Scientific classification
- Kingdom: Animalia
- Phylum: Chordata
- Class: Mammalia
- Infraclass: Marsupialia
- Order: Peramelemorphia
- Family: Peramelidae
- Genus: Isoodon
- Species: I. auratus
- Binomial name: Isoodon auratus (Ramsay, 1887)
- Subspecies: I. a. auratus; I. a. barrowensis;

= Golden bandicoot =

- Genus: Isoodon
- Species: auratus
- Authority: (Ramsay, 1887)
- Conservation status: LC

Species of marsupial

The golden bandicoot (Isoodon auratus; Yolngu: Wan'kurra) is a short-nosed bandicoot found in northern Australia. It is the smallest of its genus, and is distinguished from the brown bandicoots by its golden colouring and much smaller size.

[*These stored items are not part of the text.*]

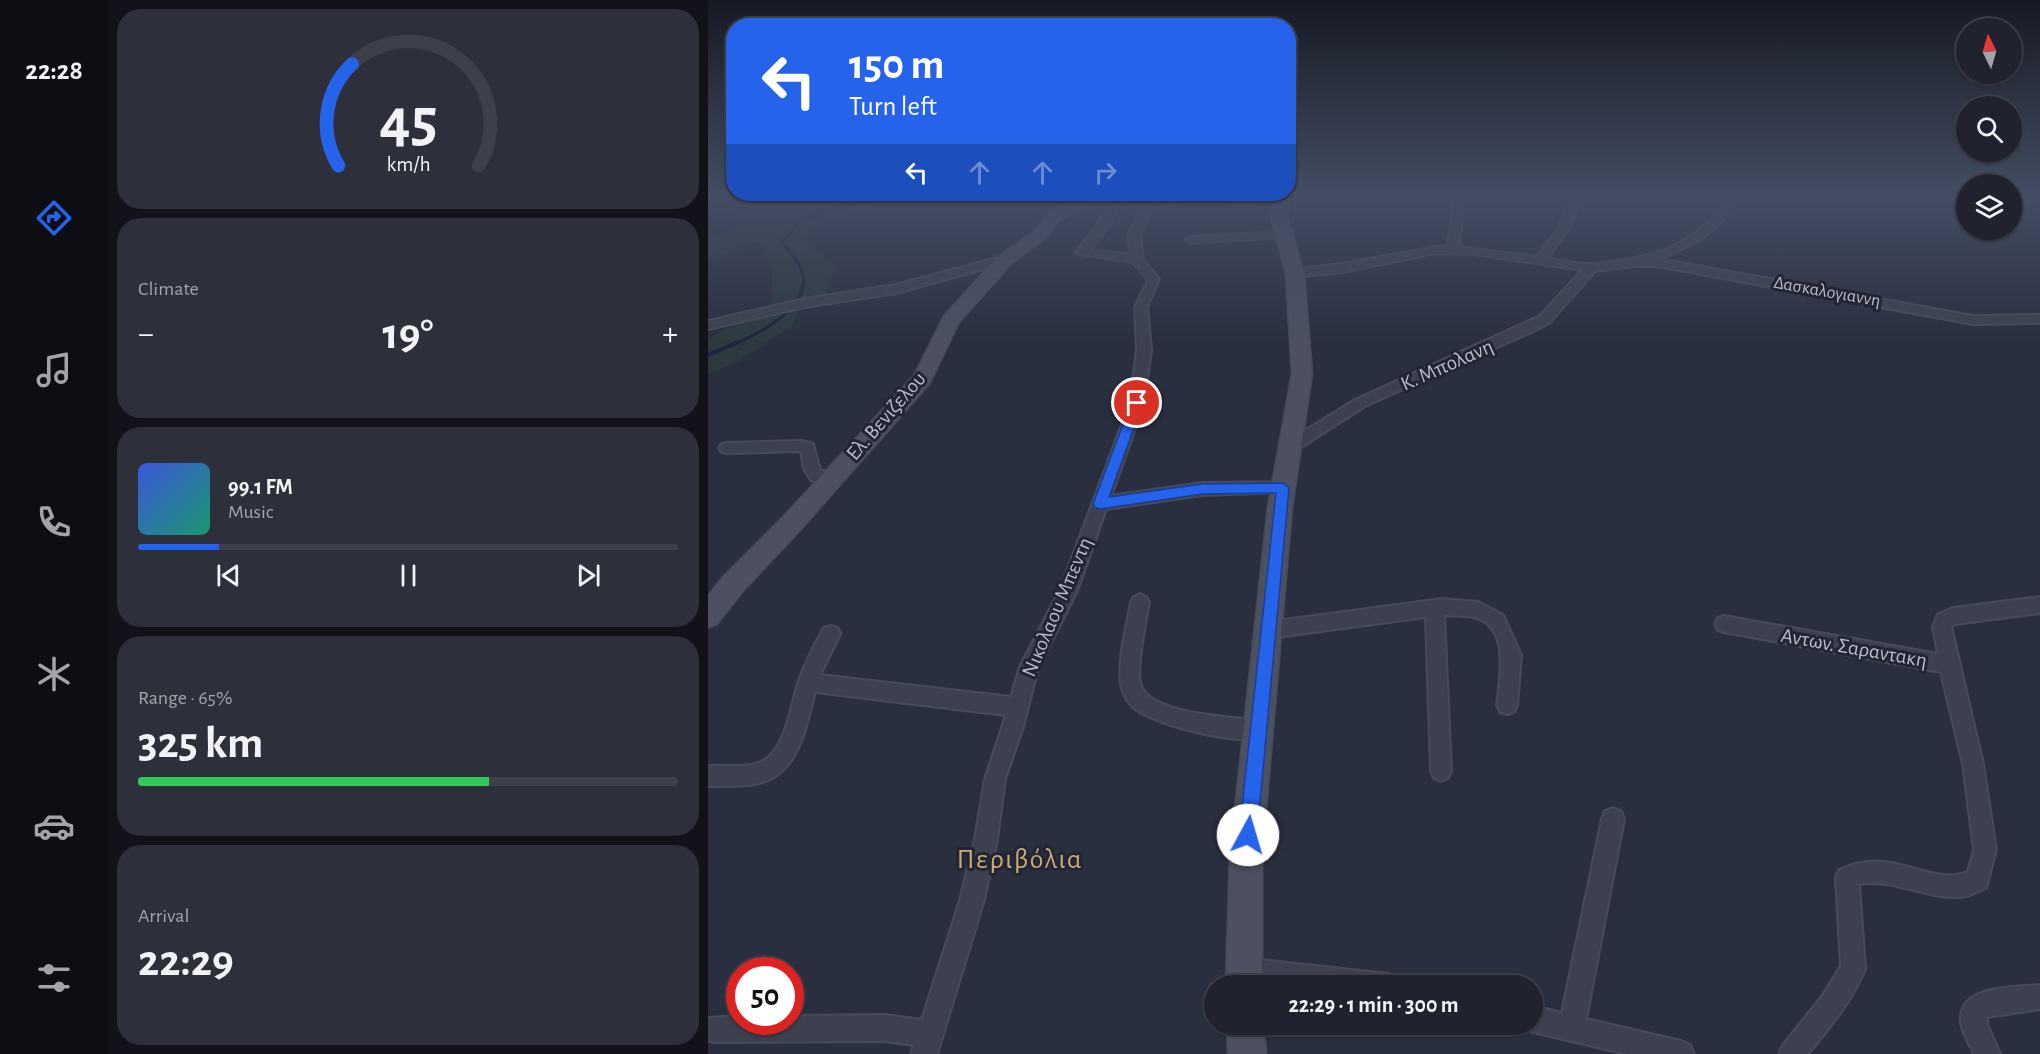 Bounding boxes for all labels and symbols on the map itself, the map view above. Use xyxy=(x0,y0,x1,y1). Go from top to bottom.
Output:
north arrow xyxy=(1956,18,2022,84)
street label: Δασκαλογιαννη xyxy=(1772,274,1882,310)
street label: Κ. Μπολανη xyxy=(1398,335,1496,395)
street label: Ελ. Βενιζελου xyxy=(842,368,930,464)
pin xyxy=(1111,377,1162,428)
street label: Νικολαου Μπεντη xyxy=(1018,534,1096,680)
street label: Αντων. Σαραντακη xyxy=(1779,625,1929,671)
position arrow xyxy=(1216,803,1280,867)
district label: Περιβόλια xyxy=(957,846,1083,874)
speed limit sign: 50 xyxy=(726,957,804,1035) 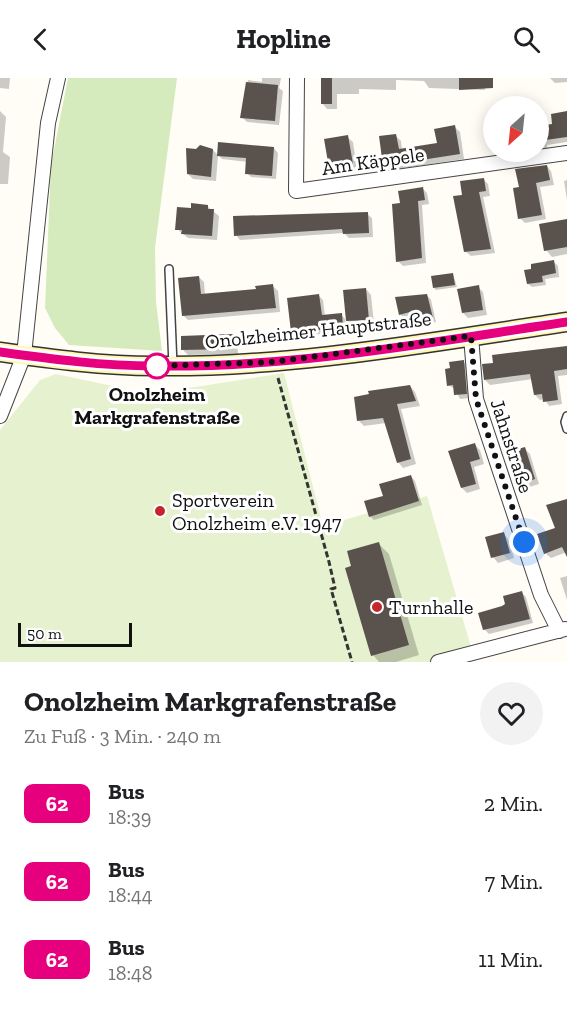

It was once found throughout much of northern, central and western Australia, into south-western New South Wales, but it is now restricted to a few areas in Western Australia (WA) and the Northern Territory (NT). The I. auratus auratus subspecies, also known as the golden bandicoot (mainland), is found in the Kimberley region of WA, and on three of the Wessel Islands, NT: Marchinbar, Raragala, and Guluwuru Islands. Another subspecies, I. auratus barrowensis or golden bandicoot (Barrow Island), is found on Augustus, Barrow and Middle Islands off Western Australia (I. auratus barrowensis). As of 2023 the classification into subspecies is debated; however the whole species is classed as vulnerable species.

==Taxonomy==
Earlier studies have suggested that the golden bandicoot (I. auratus) is closely related to the southern brown bandicoot (I. obesulus), and they may in fact be the same species. Zenger et al. (2005) posited that mitochondrial DNA evidence suggested that these two species ought to be grouped into one species with three distinct subspecies, I. obesulus obesulus, I. o. peninsulae, and I. o. fusciventer. I. auratus would be included in the I. o. fusciventer subspecies.

A third subspecies, I. a. arnhemensis has been recorded in Arnhem Land, NT, in the past, from the 1930s to 1980s, but this is now thought to be I. a. auratus.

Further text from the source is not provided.